Fiz uma promessa a dona Mariinha: publicar a foto da santinha na internet, apesar da intolerância congênita entre os internautas e essas correntes religiosas que rolam na net. Mas é só você pensar numa graça, e mandar a foto da santinha para dez pessoas. Depois de dez dias alcançará o que foi pedido. É um exercício de fé. Se você não crê em nenhuma forma de transcedência, somente na materialidade do mercado e no juro embutido, convoco-o a um descobrimento da fé, reforçando a cadeia de união pelo nascimento de um mito novo. E não me venha com o lenga lenga discriminador de que a santa de dona Mariinha é coisa de pobre analfabeto. Ela é tão legítima como os demais mitos religiosos. Diferente do que se tem pensado ao longo dos séculos, a fé não é uma manifestação de ignorância.

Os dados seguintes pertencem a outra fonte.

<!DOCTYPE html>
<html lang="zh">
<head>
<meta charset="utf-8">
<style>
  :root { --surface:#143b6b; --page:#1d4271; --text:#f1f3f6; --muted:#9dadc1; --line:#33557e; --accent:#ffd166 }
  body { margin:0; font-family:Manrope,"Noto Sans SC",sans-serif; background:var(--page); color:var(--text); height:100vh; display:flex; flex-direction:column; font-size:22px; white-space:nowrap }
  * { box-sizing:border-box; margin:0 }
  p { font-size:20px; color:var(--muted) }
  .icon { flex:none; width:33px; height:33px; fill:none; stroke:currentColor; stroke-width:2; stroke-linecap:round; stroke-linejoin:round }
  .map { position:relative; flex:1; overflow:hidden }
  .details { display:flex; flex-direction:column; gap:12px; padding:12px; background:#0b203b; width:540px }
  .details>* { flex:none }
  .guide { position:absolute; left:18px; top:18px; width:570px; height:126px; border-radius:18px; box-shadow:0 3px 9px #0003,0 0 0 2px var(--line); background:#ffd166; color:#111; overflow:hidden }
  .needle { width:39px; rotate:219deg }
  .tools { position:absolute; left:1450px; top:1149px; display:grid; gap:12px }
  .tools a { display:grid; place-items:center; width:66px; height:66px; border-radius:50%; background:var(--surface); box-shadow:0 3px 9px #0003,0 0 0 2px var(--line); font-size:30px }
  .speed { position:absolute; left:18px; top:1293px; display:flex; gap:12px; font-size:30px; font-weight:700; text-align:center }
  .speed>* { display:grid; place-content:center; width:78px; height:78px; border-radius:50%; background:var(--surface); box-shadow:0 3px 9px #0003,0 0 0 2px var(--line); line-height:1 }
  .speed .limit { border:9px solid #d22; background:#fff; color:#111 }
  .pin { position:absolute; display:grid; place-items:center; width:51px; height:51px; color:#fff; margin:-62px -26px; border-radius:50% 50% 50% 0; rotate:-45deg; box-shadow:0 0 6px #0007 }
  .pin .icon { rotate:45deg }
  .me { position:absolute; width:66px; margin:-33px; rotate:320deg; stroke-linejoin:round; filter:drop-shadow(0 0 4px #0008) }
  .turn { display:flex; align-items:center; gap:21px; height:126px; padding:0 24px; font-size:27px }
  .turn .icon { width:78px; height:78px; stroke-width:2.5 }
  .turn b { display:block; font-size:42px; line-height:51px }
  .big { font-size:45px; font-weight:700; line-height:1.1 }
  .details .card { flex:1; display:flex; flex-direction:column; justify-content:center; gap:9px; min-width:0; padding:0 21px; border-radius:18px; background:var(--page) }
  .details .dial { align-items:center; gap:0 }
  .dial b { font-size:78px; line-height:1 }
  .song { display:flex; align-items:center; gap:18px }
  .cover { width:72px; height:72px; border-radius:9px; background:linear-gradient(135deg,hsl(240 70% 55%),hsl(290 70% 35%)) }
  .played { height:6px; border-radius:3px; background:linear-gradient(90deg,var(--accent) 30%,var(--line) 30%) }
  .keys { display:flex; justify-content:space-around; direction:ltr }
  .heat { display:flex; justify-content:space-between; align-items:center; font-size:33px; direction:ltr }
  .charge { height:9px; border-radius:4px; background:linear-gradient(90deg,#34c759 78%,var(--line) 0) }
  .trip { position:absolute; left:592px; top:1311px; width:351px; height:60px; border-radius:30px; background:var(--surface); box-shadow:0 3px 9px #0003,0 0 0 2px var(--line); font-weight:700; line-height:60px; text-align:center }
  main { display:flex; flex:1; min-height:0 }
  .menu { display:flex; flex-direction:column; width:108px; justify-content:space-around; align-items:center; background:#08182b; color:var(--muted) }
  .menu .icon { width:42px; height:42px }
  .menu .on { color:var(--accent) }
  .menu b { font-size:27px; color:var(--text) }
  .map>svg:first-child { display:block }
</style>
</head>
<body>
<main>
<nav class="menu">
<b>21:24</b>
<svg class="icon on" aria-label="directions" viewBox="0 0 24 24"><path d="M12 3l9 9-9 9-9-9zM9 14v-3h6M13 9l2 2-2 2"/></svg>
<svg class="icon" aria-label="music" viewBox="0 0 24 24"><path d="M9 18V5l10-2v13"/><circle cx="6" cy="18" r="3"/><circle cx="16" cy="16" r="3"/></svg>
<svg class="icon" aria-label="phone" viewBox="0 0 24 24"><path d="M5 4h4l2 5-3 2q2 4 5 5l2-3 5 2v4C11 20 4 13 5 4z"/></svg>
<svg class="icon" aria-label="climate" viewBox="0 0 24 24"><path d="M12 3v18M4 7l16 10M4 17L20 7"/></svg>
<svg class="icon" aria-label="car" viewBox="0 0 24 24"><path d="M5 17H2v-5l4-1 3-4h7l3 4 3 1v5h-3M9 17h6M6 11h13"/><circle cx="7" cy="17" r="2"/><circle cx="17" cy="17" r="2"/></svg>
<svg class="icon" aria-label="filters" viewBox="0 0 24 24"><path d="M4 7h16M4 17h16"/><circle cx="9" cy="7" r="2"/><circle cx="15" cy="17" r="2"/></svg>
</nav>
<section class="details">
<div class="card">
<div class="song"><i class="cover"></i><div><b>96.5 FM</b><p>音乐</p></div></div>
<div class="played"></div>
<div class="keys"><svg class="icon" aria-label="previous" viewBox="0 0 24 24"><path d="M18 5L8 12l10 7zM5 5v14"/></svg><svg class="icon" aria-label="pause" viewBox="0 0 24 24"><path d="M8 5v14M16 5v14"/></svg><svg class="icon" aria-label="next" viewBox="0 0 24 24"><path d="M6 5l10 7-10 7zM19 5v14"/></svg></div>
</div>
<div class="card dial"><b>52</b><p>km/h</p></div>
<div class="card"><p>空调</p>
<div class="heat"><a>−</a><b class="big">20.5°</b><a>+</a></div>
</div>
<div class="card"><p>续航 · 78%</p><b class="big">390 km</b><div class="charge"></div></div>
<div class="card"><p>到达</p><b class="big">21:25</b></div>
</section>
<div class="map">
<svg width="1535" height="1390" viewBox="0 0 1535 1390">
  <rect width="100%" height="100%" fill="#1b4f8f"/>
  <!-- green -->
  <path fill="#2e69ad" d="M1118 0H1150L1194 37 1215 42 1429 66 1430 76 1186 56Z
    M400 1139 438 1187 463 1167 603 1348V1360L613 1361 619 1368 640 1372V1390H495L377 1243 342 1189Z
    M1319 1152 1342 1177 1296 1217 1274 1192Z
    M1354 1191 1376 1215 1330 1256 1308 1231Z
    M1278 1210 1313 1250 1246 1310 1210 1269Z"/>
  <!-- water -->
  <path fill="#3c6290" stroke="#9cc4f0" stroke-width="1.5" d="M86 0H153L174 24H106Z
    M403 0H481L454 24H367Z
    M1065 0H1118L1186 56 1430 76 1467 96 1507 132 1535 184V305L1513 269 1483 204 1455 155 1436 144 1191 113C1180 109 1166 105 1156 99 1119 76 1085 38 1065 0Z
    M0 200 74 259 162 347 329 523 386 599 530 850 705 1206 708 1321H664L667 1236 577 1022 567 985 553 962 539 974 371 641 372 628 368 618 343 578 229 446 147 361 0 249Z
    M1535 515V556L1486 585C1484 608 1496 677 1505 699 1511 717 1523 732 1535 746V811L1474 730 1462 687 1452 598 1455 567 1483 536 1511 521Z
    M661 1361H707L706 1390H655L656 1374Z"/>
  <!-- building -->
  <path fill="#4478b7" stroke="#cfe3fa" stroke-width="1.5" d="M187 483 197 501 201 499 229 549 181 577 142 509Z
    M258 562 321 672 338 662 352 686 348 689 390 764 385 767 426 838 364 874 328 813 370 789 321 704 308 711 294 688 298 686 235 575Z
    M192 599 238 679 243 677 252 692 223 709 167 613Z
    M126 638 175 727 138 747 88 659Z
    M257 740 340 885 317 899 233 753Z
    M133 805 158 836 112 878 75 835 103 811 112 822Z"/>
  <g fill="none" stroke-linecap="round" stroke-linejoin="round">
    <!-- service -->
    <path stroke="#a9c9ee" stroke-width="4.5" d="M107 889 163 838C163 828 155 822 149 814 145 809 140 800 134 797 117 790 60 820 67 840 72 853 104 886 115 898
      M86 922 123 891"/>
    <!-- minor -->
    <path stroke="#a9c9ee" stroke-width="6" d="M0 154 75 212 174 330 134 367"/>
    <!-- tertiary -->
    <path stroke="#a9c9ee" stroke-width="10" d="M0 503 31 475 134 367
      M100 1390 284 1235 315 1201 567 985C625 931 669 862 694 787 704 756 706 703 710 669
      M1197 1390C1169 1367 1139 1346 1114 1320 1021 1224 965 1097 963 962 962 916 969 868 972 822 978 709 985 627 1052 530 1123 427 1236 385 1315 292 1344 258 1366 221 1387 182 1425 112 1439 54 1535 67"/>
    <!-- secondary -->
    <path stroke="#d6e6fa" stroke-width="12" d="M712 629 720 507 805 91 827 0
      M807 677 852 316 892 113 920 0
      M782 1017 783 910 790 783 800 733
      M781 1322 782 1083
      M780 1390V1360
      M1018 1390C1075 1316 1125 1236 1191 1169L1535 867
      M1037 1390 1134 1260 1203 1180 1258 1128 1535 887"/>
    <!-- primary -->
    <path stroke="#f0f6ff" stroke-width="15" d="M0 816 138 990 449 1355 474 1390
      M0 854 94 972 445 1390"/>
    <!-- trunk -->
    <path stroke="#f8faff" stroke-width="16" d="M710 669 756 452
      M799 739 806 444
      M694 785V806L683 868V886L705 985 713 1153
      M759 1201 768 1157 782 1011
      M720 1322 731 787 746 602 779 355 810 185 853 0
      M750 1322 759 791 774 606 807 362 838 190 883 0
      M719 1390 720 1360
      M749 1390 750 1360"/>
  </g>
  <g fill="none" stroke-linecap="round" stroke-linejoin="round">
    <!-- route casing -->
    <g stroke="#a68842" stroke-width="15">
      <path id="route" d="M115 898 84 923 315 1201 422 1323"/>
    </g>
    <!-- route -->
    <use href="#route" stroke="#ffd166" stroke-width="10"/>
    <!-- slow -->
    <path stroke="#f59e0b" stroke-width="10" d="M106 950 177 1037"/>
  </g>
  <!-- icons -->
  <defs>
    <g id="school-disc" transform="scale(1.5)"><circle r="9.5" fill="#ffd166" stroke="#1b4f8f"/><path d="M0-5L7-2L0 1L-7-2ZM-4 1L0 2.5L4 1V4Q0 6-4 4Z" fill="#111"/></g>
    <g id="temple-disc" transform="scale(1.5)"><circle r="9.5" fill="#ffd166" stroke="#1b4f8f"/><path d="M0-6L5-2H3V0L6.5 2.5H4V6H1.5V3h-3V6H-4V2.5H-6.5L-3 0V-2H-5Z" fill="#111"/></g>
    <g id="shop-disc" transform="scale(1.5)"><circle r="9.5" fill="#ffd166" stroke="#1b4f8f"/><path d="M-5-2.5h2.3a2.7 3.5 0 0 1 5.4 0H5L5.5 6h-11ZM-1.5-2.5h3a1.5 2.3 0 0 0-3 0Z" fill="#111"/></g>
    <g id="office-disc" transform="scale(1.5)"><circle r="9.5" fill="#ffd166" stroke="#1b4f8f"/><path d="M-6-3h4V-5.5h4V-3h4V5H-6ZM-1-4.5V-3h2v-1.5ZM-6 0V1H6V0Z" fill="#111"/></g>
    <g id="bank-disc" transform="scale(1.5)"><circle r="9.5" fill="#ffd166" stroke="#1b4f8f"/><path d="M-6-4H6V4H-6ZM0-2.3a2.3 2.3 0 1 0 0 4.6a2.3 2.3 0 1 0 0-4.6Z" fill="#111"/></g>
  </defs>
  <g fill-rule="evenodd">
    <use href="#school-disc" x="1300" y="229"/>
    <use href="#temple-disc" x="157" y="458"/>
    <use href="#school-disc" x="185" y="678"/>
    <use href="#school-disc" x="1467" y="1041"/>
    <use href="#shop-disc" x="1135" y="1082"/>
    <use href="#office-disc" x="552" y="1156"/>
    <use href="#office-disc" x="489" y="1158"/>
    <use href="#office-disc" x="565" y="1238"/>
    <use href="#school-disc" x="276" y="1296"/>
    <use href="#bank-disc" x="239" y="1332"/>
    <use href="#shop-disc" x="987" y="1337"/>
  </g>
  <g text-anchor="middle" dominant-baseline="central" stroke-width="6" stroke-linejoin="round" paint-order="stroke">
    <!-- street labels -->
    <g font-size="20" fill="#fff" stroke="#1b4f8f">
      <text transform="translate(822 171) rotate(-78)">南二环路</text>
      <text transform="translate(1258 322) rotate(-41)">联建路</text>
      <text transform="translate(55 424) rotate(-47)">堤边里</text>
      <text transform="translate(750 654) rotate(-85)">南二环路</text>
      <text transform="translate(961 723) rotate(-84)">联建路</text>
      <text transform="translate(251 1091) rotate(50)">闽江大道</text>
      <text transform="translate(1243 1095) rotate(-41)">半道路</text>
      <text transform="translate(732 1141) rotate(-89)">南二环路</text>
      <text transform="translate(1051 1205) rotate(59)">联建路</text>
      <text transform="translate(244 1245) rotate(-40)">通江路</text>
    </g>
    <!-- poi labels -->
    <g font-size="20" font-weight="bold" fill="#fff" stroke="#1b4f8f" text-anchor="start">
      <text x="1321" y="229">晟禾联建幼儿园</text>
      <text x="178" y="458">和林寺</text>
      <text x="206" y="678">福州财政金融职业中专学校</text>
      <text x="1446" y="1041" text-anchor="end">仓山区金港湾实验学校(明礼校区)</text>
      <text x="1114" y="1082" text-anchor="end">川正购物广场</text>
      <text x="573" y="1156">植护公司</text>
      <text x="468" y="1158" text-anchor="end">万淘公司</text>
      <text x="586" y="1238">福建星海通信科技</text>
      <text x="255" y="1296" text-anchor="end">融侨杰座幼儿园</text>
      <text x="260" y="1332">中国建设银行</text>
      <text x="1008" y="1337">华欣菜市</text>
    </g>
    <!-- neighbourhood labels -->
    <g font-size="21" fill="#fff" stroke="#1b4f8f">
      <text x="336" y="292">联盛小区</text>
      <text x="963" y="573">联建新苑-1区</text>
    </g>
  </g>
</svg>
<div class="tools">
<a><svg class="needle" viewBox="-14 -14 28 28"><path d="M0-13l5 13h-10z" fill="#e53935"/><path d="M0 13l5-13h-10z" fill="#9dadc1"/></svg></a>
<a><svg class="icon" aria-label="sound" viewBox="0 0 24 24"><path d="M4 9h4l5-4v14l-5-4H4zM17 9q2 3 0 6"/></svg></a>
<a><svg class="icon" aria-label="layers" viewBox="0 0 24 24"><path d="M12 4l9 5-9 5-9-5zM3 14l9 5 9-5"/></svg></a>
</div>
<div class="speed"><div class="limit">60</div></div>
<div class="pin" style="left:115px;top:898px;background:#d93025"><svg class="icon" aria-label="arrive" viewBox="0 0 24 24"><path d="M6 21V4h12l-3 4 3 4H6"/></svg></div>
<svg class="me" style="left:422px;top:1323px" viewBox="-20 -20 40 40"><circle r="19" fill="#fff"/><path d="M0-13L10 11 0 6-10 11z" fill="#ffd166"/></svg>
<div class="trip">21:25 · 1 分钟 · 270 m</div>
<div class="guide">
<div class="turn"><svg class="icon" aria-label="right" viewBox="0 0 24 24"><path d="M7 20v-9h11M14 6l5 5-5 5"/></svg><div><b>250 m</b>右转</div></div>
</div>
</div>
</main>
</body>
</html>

Se você não respeita a crendice popular, é porque confunde com o que se vê hoje: mistura de dinheiro, poder e religião. Nada a ver com as igrejas universais e outros negócios que submetem milhares de brasileiros a lavagem cerebral com o propósito de angariar dinheiro e bens como fórmula para a obtenção de graças divinas capazes de promover a melhoria de vida de seus praticantes. A humilde santinha de papel não tem nada a ver com o surgimento de várias religiões que se aproveitam do desespero das pessoas e passam a controlar suas vidas, ditando regras.
A “Santa Amassadinha”, esqueci de dizer, foi descoberta em 13 de dezembro, dia de Santa Luzia. Num mundo pessimista como o de hoje, a fé simples de dona Mariinha é comovedora.